In the listing below, find each line holding "EMILIA" and copy it.

_Provided material_
== Segment start ==

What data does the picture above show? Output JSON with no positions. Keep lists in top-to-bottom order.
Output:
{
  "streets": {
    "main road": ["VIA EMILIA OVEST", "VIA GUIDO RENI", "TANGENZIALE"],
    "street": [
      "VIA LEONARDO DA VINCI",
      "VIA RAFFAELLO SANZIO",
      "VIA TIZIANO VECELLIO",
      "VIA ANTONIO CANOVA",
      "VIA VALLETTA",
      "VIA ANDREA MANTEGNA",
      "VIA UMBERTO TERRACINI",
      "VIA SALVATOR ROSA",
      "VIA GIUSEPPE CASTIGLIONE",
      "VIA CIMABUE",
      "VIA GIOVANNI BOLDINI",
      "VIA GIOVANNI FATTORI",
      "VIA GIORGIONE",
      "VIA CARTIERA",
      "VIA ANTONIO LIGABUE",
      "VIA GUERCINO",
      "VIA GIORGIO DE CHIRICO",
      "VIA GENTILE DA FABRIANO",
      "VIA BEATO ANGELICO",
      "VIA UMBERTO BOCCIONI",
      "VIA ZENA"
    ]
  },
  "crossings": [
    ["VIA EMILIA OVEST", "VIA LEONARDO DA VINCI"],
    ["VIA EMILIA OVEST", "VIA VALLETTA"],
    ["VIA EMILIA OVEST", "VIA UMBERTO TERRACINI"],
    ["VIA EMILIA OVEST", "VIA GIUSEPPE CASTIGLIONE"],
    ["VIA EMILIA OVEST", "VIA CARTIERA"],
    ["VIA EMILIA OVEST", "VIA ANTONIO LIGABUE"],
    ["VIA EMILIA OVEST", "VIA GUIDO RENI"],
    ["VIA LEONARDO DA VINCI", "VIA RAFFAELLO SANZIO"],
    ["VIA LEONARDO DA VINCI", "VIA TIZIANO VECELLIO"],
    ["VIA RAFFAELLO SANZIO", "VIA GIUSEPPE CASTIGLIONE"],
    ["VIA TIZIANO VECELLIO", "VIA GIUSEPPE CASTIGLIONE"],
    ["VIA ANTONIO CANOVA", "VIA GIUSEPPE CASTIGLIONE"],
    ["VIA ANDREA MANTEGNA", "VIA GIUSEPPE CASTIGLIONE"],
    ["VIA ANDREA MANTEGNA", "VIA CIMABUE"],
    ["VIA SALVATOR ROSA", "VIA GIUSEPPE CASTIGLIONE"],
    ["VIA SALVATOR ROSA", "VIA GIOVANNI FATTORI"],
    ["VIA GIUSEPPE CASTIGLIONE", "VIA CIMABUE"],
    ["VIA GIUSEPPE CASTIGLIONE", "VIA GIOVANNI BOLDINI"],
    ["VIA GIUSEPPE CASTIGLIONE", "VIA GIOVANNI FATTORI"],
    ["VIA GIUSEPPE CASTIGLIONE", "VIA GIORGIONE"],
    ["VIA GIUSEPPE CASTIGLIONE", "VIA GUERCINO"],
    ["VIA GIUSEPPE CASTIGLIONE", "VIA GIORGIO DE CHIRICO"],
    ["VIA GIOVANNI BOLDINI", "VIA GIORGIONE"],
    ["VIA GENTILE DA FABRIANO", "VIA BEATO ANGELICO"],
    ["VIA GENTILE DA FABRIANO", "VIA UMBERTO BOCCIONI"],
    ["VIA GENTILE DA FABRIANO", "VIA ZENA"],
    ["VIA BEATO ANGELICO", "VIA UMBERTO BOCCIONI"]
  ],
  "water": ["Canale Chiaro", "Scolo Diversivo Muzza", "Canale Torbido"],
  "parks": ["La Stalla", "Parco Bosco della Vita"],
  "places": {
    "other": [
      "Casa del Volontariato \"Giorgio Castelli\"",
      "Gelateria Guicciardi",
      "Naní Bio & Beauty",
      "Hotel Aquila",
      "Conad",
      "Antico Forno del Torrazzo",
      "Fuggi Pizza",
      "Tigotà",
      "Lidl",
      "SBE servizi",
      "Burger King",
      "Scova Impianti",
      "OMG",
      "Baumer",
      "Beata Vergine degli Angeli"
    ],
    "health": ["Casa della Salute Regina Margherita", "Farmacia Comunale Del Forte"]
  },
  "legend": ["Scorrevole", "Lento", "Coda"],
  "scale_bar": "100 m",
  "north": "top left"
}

== Segment end ==

_Solved problem_
    "main road": ["VIA EMILIA OVEST", "VIA GUIDO RENI", "TANGENZIALE"],
    ["VIA EMILIA OVEST", "VIA LEONARDO DA VINCI"],
    ["VIA EMILIA OVEST", "VIA VALLETTA"],
    ["VIA EMILIA OVEST", "VIA UMBERTO TERRACINI"],
    ["VIA EMILIA OVEST", "VIA GIUSEPPE CASTIGLIONE"],
    ["VIA EMILIA OVEST", "VIA CARTIERA"],
    ["VIA EMILIA OVEST", "VIA ANTONIO LIGABUE"],
    ["VIA EMILIA OVEST", "VIA GUIDO RENI"],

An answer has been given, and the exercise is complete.